The Athion made a strangled sound, but then there was nothing but the roar of our exit from the stratosphere and into the atmosphere of the planet. Orange-tinged skies gave way to blue as we descended.

“Fuck!” Tide cursed some more in a language I didn’t understand.

“What is it?” Lore asked.

“The fucking coordinates were off. We’re miles from the damn station.”

There was a huge expanse of orange and yellow land beneath us.

“We’ll go in buggy mode,” Xavier said.

“Which will get us halfway across the damn dustlands before we run out of fuel.” He gritted his teeth. “Coming in to land.”

The shuttle expelled a jet of fire, slowing our descent, and then we touched down on the dusty ground as light as a feather.

Xavier hit some buttons, and the shuttle began to whirr, and then we were in motion, rolling across the land toward the horizon. The tense silence was back until Tide broke it.

“I don’t understand how the systems could have gone down like that,” he said. “I checked everything last night before handover. We were at full power. We were fine.”

“Yes, well, a hull breach can fuck things up,” Xavier snapped.

“We’re in hyperspace,” Tide said. “There are no meteor showers in hyperspace. No debris can move fast enough to touch us.”

“Then it was an internal malfunction.” Xavier turned on Tide. “If you’re going to accuse me of something, then just fucking do it. Otherwise, shut the fuck up and steer.”

Tide clamped his mouth shut. From my vantage point, his profile was stiff and stern. He was pissed and blaming Xavier.

I sat forward in my seat. “Enough. It doesn’t matter why the systems went down. Dwelling on it won’t change the fact. We’re here now, and we need to focus on the present.
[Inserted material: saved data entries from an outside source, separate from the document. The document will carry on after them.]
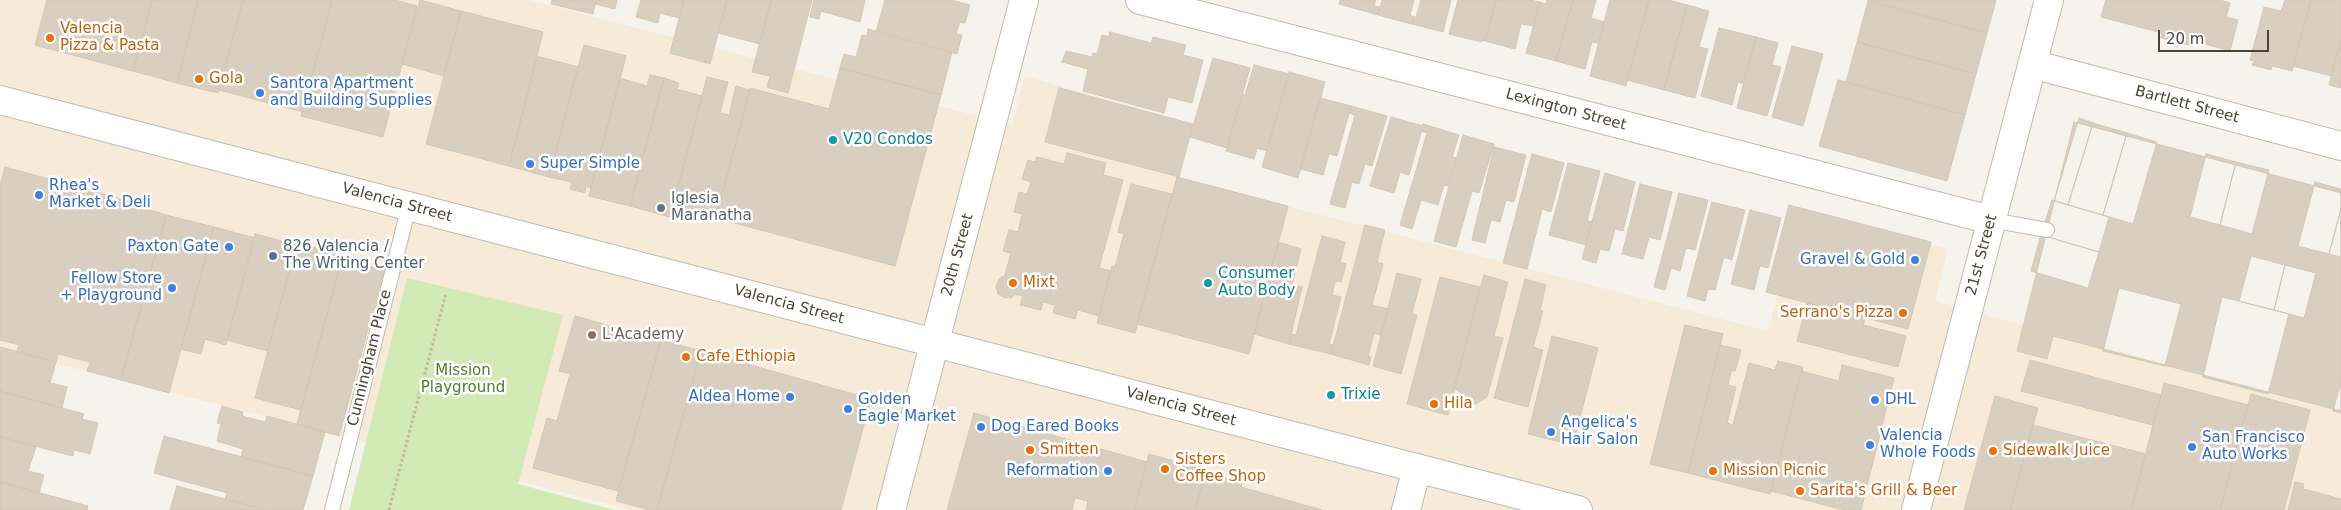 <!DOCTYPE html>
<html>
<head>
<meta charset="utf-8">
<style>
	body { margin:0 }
	#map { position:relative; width:2341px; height:510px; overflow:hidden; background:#f6f3ec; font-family:"DejaVu Sans",sans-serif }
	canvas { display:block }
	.scale { position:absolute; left:2158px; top:30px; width:111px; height:22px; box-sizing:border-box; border:2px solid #4b4439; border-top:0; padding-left:6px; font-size:15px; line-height:18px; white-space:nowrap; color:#4b4439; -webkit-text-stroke:4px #fff; paint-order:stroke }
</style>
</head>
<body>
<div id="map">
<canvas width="2341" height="510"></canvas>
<div class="scale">20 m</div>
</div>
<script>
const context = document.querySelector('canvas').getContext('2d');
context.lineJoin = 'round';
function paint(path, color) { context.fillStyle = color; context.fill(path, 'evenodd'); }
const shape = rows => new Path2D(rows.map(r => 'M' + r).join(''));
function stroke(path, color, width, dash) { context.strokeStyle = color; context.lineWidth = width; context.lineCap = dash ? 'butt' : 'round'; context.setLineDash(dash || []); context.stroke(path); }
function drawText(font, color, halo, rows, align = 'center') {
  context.font = font + ' "DejaVu Sans",sans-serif'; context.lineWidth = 5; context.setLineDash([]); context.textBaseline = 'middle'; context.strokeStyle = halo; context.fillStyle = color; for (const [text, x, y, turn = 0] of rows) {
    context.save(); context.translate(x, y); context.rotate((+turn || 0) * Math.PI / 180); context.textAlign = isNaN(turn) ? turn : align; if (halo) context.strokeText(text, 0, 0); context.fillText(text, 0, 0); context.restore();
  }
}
paint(shape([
	[0,0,529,0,1012,125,1025,76,1109,100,1094,156,1768,331,1800,213,1948,249,1935,301,2341,412,2341,510,632,510,0,349]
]), '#f7ead8');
paint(shape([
	[407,278,563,315,518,484,615,510,349,510]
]), '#d2eab5');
const building = shape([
	[47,0,152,0,133,71,35,45,47,0],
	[152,0,198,0,177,83,133,71,152,0],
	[198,0,243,0,218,93,177,83,198,0],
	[243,0,332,0,303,112,219,90,243,0],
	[332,0,395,0,417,6,383,137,301,116,332,0],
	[420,0,461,11,444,76,402,64,420,0],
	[552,0,596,0,593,14,551,4,552,0],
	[596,0,617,0,615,9,595,4,596,0],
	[641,0,684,0,679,18,660,13,658,23,636,17,641,0],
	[684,0,727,0,710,64,670,53,684,0],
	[727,0,771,0,760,44,718,33,727,0],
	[771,0,812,0,788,93,767,87,770,76,752,72,771,0],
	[814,0,865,0,860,22,821,11,819,19,810,17,814,0],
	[885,0,951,0,970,5,965,23,960,22,956,34,962,35,957,54,876,32,885,0],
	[1340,0,1376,0,1374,6,1380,7,1378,15,1339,4,1340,0],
	[1382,0,1414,0,1410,15,1414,17,1412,24,1378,15,1382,0],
	[1421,0,1451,0,1443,32,1412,24,1414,17,1416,17,1421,0],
	[1458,0,1496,0,1485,41,1482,40,1482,42,1449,34,1458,0],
	[1496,0,1530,0,1540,2,1533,26,1521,24,1515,49,1485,41,1496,0],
	[1547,0,1573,0,1556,61,1526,53,1540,2,1546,4,1547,0],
	[1573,0,1596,0,1591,18,1605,22,1598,43,1592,42,1585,69,1556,61,1573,0],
	[1610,0,1649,0,1626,86,1590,76,1610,0],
	[1649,0,1668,0,1687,5,1664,90,1627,80,1649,0],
	[1868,0,1996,0,1987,33,1868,0],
	[2106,0,2220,0,2230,3,2226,17,2238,20,2230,51,2194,41,2193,46,2161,38,2162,33,2101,17,2106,0],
	[2285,0,2311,0,2292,71,2272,66,2271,70,2252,65,2254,61,2250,60,2264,7,2281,11,2285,0],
	[2311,0,2341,0,2341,39,2331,76,2293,66,2311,0],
	[1868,1,1987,33,1976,74,1857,42,1868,1],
	[1687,5,1709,11,1699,47,1708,49,1695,98,1664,90,1687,5],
	[461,11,543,32,509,166,426,144,461,11],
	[1719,28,1756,37,1743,84,1738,82,1732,105,1701,96,1719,28],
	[868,29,952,52,941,95,840,68,844,54,856,57,862,35,867,36,868,29],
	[1110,32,1151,43,1153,37,1186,45,1183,55,1203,60,1192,103,1168,97,1164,113,1083,91,1088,69,1062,62,1066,51,1092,57,1093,53,1097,54,1102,35,1109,37,1110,32],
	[1756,37,1778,43,1772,65,1781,67,1767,116,1737,108,1756,37],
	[2341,39,2341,88,2329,85,2341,39],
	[1857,42,1976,74,1965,115,1846,82,1857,42],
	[584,45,626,56,591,188,586,186,585,193,570,189,572,182,549,177,584,45],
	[1792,46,1823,54,1803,126,1772,117,1792,46],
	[537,56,578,67,549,177,509,166,537,56],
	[1213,58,1250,68,1227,148,1190,137,1213,58],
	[1254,65,1289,74,1267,151,1257,148,1254,159,1226,151,1242,94,1245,95,1254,65],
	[840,68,941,95,895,266,716,218,750,88,829,109,840,68],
	[1289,72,1325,82,1298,178,1262,167,1289,72],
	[650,75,664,78,630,206,589,196,620,78,647,86,650,75],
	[707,77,728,82,720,113,729,115,736,86,750,90,715,222,672,210,707,77],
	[664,78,679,83,677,89,702,96,670,217,630,206,664,78],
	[1838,80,1965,115,1947,181,1819,146,1838,80],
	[1059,88,1193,124,1179,177,1045,142,1059,88],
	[1320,98,1351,106,1337,156,1329,154,1323,175,1300,169,1320,98],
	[1351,106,1387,116,1372,166,1365,164,1359,184,1352,182,1345,208,1330,204,1355,115,1349,113,1351,106],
	[1391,117,1423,126,1409,175,1400,172,1394,193,1370,186,1391,117],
	[2079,118,2093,123,2068,205,2054,201,2079,118],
	[2074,122,2341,193,2341,411,2053,336,2047,359,2017,351,2074,122],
	[2093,123,2127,133,2103,215,2068,205,2093,123],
	[1423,124,1459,135,1452,157,1456,158,1448,186,1444,185,1438,205,1421,200,1412,229,1400,225,1427,133,1422,131,1423,124],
	[2127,133,2157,142,2133,224,2103,215,2127,133],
	[1463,135,1494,144,1479,193,1472,191,1456,247,1434,241,1463,135],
	[1494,147,1526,155,1514,202,1506,200,1500,222,1491,220,1485,243,1472,240,1494,147],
	[1067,153,1106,163,1103,175,1123,180,1099,268,1111,271,1099,316,1078,310,1075,319,1053,313,1055,305,1043,302,1041,310,1020,305,1023,296,1015,294,1011,298,1003,297,998,294,996,287,999,279,1005,275,1011,253,1003,251,1009,230,1018,232,1022,214,1014,212,1019,192,1027,194,1031,182,1022,179,1028,160,1035,162,1037,157,1064,164,1067,153],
	[1532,154,1564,163,1551,212,1542,209,1527,269,1503,263,1532,154],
	[2206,154,2236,162,2220,225,2190,217,2206,154],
	[2236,162,2269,170,2252,234,2220,225,2236,162],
	[1568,163,1600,171,1587,221,1592,222,1586,245,1549,235,1568,163],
	[5,167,139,204,138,206,166,215,121,380,87,371,90,362,58,354,56,362,17,352,19,345,0,340,0,185,5,167],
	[1605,173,1635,182,1623,231,1615,229,1609,251,1600,249,1596,263,1582,259,1605,173],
	[1177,177,1288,206,1249,354,1137,324,1177,177],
	[2315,182,2341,189,2341,209,2329,254,2298,246,2315,182],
	[1131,184,1172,194,1135,333,1097,323,1112,266,1115,267,1124,234,1118,232,1131,184],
	[1640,184,1672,192,1660,240,1649,237,1643,259,1622,254,1640,184],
	[1679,193,1708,200,1695,250,1686,248,1680,271,1671,268,1665,290,1654,287,1679,193],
	[2052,200,2109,217,2099,252,2041,235,2052,200],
	[1712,202,1745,210,1732,260,1724,257,1715,290,1708,289,1705,301,1687,296,1712,202],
	[1789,205,1931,242,1908,329,1766,292,1789,205],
	[2341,209,2341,257,2329,254,2341,209],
	[1750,210,1781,218,1768,268,1760,266,1754,290,1731,284,1750,210],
	[166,215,214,227,169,393,121,380,166,215],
	[1365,225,1385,230,1377,262,1383,264,1372,305,1388,309,1381,335,1374,333,1368,356,1371,357,1369,365,1331,354,1365,225],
	[214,227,255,238,226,345,205,339,201,354,181,349,214,227],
	[255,234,297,245,267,351,227,340,255,234],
	[2041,235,2099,252,2088,288,2031,271,2041,235],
	[1322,236,1345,242,1340,262,1346,264,1341,282,1335,281,1332,295,1341,297,1329,344,1333,345,1331,354,1289,344,1291,334,1296,335,1322,236],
	[1278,242,1301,249,1292,284,1302,287,1289,344,1254,334,1278,242],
	[297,243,343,255,301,410,255,398,297,243],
	[2251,256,2285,265,2274,310,2239,301,2251,256],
	[342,259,384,270,339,436,297,424,342,259],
	[2285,265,2316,273,2304,318,2274,310,2285,265],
	[1397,273,1421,279,1412,314,1417,315,1401,374,1373,366,1397,273],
	[1484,275,1508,282,1494,336,1503,338,1487,397,1476,404,1467,401,1464,395,1454,388,1484,275],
	[1440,277,1480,287,1448,415,1407,404,1440,277],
	[1525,279,1546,285,1540,310,1543,311,1533,347,1543,350,1528,407,1494,398,1525,279],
	[2119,288,2181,304,2165,366,2103,351,2119,288],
	[2222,297,2289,314,2268,394,2203,377,2222,297],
	[1807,303,1865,318,1863,325,1906,336,1898,367,1797,341,1807,303],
	[575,316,661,340,618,491,533,468,547,418,557,421,570,374,559,371,575,316],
	[1685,325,1723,334,1688,473,1650,464,1685,325],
	[1552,336,1598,348,1573,445,1528,434,1552,336],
	[661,340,701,351,657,510,650,510,616,501,661,340],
	[1720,345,1741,350,1735,371,1731,371,1728,385,1736,387,1727,423,1733,425,1749,363,1775,370,1778,361,1803,367,1770,494,1688,473,1720,345],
	[0,347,56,362,50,383,67,387,62,408,0,391,0,347],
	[701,351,871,399,841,510,657,510,701,351],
	[2030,360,2161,395,2153,425,2021,391,2030,360],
	[1842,365,1894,378,1861,510,1844,510,1771,491,1801,371,1839,381,1842,365],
	[2341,382,2341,413,2333,411,2341,382],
	[2164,383,2248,405,2220,510,2131,510,2164,383],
	[0,391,84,414,82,419,98,423,90,454,74,450,73,456,0,437,0,391],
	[2251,394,2310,410,2284,510,2220,510,2251,394],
	[1995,396,2038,408,2033,425,2010,510,1964,510,1995,396],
	[222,406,243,412,242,416,265,422,267,416,325,432,313,476,241,457,243,449,217,441,221,424,217,423,222,406],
	[974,413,1147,462,1134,510,1086,510,1088,501,1075,498,1072,510,947,510,974,413],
	[2033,425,2146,454,2131,510,2010,510,2033,425],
	[164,436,313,476,303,510,265,510,225,499,227,493,154,473,164,436],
	[0,437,36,447,28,471,44,475,39,493,0,482,0,437],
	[1149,454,1206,470,1195,510,1134,510,1149,454],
	[1206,472,1242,483,1241,487,1322,510,1195,510,1206,472],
	[0,482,88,506,87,510,0,510,0,482],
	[2295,482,2304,484,2303,489,2341,499,2341,510,2288,510,2295,482],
	[177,486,225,499,265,510,170,510,177,486]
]);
paint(building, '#d8cfc1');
stroke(building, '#d3c7b4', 1);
const service = shape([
	[1991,220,2047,230],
	[332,510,409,206]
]);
const minor = shape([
	[1140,0,1991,220],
	[2032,64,2341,146],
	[891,510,1024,0],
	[1406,510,1417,468],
	[1916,510,2049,0]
]);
const tertiary = shape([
	[0,100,1578,510]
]);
stroke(service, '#c2bbae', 16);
stroke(minor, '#c2bbae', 30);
stroke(tertiary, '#c2bbae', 30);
stroke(shape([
	[389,510,446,293]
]), '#c4b79f', 3, [2.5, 2.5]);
stroke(service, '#fff', 14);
stroke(minor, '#fff', 28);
stroke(tertiary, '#fff', 28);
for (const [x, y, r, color] of [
	[50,38,5,"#e8710a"],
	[199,79,5,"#e8710a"],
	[260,93,5,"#3f7fe0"],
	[833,140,5,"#0f9aa8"],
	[530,164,5,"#3f7fe0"],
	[39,195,5,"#3f7fe0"],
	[661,208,5,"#6b7280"],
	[229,247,5,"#3f7fe0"],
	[273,256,5,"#5c6f8a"],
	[1915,260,5,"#3f7fe0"],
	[1013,283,5,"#e8710a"],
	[1208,283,5,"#0f9aa8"],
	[172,288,5,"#3f7fe0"],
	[1903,313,5,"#e8710a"],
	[592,335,5,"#8d6e63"],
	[686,357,5,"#e8710a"],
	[1331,395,5,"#0f9aa8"],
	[790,397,5,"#3f7fe0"],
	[1875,400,5,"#3f7fe0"],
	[1434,404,5,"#e8710a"],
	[848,409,5,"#3f7fe0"],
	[981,427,5,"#3f7fe0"],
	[1551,432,5,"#3f7fe0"],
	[1870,445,5,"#3f7fe0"],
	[2192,447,5,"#3f7fe0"],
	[1030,450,5,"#e8710a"],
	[1993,451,5,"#e8710a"],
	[1165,469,5,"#e8710a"],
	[1108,471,5,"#3f7fe0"],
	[1713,471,5,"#e8710a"],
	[1800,491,5,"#e8710a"]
]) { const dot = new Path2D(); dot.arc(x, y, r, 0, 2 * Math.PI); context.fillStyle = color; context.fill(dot); stroke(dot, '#fff', 2); }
drawText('15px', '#c56008', '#fff', [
	["Valencia",60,29],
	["Pizza & Pasta",60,46],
	["Gola",209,79],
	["Mixt",1023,283],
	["Serrano's Pizza",1893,313,"right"],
	["Cafe Ethiopia",696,357],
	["Hila",1444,404],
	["Smitten",1040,450],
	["Sidewalk Juice",2003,451],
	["Sisters",1175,460],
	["Coffee Shop",1175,477],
	["Mission Picnic",1723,471],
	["Sarita's Grill & Beer",1810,491]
], 'left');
drawText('15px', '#366cbe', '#fff', [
	["Santora Apartment",270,84],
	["and Building Supplies",270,101],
	["Super Simple",540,164],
	["Rhea's",49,186],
	["Market & Deli",49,203],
	["Paxton Gate",219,247,"right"],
	["Gravel & Gold",1905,260,"right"],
	["Fellow Store",162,279,"right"],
	["+ Playground",162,296,"right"],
	["Aldea Home",780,397,"right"],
	["Golden",858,400],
	["Eagle Market",858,417],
	["DHL",1885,400],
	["Angelica's",1561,423],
	["Hair Salon",1561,440],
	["Dog Eared Books",991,427],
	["Valencia",1880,436],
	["Whole Foods",1880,453],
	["San Francisco",2202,438],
	["Auto Works",2202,455],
	["Reformation",1098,471,"right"]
], 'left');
drawText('15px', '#4b4439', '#fff', [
	["Bartlett Street",2187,105,15],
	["Lexington Street",1566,110,15],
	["Valencia Street",397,203,15],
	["20th Street",958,255,-75],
	["21st Street",1982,255,-75],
	["Valencia Street",789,305,15],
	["Cunningham Place",370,358,-76],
	["Valencia Street",1181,407,15]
]);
drawText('15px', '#0d838f', '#fff', [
	["V20 Condos",843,140],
	["Consumer",1218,274],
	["Auto Body",1218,291],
	["Trixie",1341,395]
], 'left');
drawText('15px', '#5b616d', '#fff', [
	["Iglesia",671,199],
	["Maranatha",671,216]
], 'left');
drawText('15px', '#4e5e75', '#fff', [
	["826 Valencia /",283,247],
	["The Writing Center",283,264]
], 'left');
drawText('15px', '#785e54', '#fff', [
	["L'Academy",602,335]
], 'left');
drawText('15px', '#4a7f2a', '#fff', [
	["Mission",463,371],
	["Playground",463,388]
]);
</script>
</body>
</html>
On getting to that station and sending a signal to Athion.”

“It’s not that simple,” Lore said. “The signal bounces to the next station and so on, and we wait and hope that an Athion ship tuned in to the frequency picks up the distress signal.”

“But there is somewhere we can wait, right?”

“The station is stocked with supplies,” Xavier said, one eye on Tide’s profile. “We’ll be fine.”

A vein in Tide’s jaw ticked. “Right.”

I sat back and shook my head. “You’re telling me this is the worst thing that’s ever happened to you?”

Xavier snorted.

Lore let out a bark of laughter, and then Tide’s tense jaw eased. “There was that one time we were surrounded by Trad ships …”

“Ha, the maneuvers we had to make,” Lore said.

“Or Gannet V,” Xavier said. “Remember the snitch we did on that planet?”

The guys chuckled.

The tension was relieved.

Thank God.

Vex leaned in and whispered in my ear. “Nice move.”

I shrugged. “Just survival. Every time something bad would happen on Vesper V, I’d remind myself of something worse or imagine how the situation could be worse. Believe me, there was always a worst-case scenario, usually ending in death.”